**Exercise aim:** Lines before the one with "Describe this page" are left out; return that line and all that follow it, exactly, through the end of the data.
········
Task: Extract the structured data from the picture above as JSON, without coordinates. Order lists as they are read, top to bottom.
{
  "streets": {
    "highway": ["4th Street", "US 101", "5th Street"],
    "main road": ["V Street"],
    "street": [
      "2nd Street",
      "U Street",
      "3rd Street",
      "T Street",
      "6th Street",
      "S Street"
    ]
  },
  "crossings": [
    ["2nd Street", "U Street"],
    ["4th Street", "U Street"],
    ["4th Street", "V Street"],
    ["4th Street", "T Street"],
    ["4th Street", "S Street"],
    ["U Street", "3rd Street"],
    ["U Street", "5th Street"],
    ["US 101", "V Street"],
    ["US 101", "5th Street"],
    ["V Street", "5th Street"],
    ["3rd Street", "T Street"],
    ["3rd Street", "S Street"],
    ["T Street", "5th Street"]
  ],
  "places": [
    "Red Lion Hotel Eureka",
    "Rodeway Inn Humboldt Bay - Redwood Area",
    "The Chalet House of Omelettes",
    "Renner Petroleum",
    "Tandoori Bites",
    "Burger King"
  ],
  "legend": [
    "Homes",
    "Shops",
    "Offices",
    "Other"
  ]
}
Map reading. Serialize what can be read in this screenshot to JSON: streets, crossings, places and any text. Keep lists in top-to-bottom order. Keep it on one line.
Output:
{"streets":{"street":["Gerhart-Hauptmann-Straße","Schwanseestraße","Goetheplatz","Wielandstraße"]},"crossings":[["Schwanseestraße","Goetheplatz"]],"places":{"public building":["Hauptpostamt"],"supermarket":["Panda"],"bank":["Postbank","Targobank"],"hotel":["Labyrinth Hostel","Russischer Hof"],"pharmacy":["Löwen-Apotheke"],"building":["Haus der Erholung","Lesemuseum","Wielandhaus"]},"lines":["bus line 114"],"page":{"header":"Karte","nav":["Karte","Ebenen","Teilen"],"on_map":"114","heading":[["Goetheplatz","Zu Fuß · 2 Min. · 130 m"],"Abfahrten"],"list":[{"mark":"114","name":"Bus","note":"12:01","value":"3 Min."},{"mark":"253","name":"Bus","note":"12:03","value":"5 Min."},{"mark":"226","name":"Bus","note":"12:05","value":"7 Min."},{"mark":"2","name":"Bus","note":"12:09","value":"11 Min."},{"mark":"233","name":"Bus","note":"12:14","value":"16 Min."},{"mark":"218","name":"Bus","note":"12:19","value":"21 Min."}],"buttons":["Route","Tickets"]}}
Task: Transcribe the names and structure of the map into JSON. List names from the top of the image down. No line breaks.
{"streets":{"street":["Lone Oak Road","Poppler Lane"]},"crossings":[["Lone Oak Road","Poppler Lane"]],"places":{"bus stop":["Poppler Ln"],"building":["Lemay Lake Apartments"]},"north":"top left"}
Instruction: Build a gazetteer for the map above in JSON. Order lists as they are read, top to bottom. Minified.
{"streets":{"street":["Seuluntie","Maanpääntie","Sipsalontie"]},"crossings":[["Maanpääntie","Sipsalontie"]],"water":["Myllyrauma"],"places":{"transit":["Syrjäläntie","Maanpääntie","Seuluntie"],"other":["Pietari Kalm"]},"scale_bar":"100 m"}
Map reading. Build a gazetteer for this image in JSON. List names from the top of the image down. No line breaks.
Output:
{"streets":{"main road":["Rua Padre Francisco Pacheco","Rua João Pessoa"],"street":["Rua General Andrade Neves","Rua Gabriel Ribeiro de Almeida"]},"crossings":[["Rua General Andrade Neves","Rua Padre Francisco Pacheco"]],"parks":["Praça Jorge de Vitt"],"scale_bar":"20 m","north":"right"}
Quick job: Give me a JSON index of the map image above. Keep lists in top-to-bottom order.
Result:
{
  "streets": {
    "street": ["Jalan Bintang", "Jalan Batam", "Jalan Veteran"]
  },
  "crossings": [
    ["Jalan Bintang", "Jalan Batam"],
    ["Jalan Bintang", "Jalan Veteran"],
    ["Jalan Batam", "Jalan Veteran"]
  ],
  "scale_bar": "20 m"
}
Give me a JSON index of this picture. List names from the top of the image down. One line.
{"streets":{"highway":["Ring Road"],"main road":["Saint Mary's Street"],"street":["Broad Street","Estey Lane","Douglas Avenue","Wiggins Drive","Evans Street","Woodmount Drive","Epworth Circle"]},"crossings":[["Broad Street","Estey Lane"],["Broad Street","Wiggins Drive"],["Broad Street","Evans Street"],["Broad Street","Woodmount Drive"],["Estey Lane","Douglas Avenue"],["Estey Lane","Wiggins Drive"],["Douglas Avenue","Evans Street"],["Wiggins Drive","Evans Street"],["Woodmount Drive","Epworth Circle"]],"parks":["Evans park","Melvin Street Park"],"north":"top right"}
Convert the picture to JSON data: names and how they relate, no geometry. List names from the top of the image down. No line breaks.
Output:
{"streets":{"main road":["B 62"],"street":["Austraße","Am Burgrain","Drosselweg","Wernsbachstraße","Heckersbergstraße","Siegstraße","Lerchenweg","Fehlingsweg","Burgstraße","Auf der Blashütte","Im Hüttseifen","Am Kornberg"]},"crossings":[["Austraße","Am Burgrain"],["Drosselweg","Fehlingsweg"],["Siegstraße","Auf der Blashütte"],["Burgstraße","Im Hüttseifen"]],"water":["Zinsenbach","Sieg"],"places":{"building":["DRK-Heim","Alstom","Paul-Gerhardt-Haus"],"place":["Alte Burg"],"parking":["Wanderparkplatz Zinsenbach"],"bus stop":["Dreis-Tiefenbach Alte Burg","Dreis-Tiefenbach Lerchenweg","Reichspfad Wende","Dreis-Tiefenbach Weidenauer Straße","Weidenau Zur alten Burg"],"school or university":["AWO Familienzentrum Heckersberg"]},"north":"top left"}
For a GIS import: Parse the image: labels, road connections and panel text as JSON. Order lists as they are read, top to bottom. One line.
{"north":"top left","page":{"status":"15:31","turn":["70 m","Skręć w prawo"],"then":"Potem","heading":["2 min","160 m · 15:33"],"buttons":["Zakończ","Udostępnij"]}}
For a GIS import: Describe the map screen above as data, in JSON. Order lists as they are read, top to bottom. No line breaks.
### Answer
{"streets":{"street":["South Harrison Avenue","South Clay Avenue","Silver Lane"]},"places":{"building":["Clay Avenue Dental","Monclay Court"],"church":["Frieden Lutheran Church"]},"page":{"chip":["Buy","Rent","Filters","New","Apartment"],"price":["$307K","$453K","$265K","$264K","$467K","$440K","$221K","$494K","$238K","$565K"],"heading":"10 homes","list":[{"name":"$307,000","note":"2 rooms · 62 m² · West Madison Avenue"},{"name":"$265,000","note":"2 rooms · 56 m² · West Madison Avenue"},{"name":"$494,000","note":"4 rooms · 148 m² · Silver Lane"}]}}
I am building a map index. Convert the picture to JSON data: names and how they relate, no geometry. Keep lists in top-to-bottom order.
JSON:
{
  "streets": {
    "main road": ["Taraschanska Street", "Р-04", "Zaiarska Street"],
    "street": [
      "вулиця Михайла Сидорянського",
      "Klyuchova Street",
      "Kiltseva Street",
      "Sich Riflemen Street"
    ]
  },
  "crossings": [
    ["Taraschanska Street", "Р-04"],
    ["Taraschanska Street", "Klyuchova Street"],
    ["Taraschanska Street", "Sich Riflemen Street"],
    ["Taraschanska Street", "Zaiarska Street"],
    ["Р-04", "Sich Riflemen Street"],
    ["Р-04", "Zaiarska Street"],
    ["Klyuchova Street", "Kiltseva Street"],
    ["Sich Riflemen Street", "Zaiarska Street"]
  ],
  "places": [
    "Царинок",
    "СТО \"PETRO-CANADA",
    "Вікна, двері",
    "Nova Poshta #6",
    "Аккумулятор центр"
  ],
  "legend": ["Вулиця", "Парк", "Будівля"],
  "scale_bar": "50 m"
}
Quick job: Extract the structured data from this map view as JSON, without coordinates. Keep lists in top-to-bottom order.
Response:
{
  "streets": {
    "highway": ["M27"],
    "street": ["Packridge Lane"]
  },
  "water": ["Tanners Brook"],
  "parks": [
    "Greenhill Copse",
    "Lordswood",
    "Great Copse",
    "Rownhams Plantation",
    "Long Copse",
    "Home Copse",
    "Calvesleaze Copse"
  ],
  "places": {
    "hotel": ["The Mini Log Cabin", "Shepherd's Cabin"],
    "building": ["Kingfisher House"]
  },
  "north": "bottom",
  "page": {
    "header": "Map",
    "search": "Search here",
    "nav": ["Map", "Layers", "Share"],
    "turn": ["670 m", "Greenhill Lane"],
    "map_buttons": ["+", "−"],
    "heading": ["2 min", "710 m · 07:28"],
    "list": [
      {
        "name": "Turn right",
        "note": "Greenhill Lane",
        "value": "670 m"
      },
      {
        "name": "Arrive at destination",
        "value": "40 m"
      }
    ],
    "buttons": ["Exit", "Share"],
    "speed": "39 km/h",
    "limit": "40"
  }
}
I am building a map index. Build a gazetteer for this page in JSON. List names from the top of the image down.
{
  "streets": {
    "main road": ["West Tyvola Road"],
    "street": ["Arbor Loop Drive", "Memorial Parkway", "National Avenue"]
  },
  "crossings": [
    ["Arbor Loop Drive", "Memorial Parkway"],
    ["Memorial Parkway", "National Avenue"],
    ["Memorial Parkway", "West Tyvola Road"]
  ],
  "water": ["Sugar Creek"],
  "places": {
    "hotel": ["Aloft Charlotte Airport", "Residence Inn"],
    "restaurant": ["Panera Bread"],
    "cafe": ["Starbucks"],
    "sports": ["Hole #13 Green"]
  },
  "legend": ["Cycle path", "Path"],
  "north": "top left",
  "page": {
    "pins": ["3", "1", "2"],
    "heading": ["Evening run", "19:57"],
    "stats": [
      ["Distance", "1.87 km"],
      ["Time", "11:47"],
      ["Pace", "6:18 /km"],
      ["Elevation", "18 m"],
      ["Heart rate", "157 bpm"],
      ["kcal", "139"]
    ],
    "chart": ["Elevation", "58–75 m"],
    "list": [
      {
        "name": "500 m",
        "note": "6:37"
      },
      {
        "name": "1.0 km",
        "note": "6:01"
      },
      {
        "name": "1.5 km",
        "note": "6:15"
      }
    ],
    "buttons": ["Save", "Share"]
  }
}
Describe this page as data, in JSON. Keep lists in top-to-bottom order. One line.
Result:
········
**Exercise answer:**
Describe this page as data, in JSON. Keep lists in top-to-bottom order. One line.
Result:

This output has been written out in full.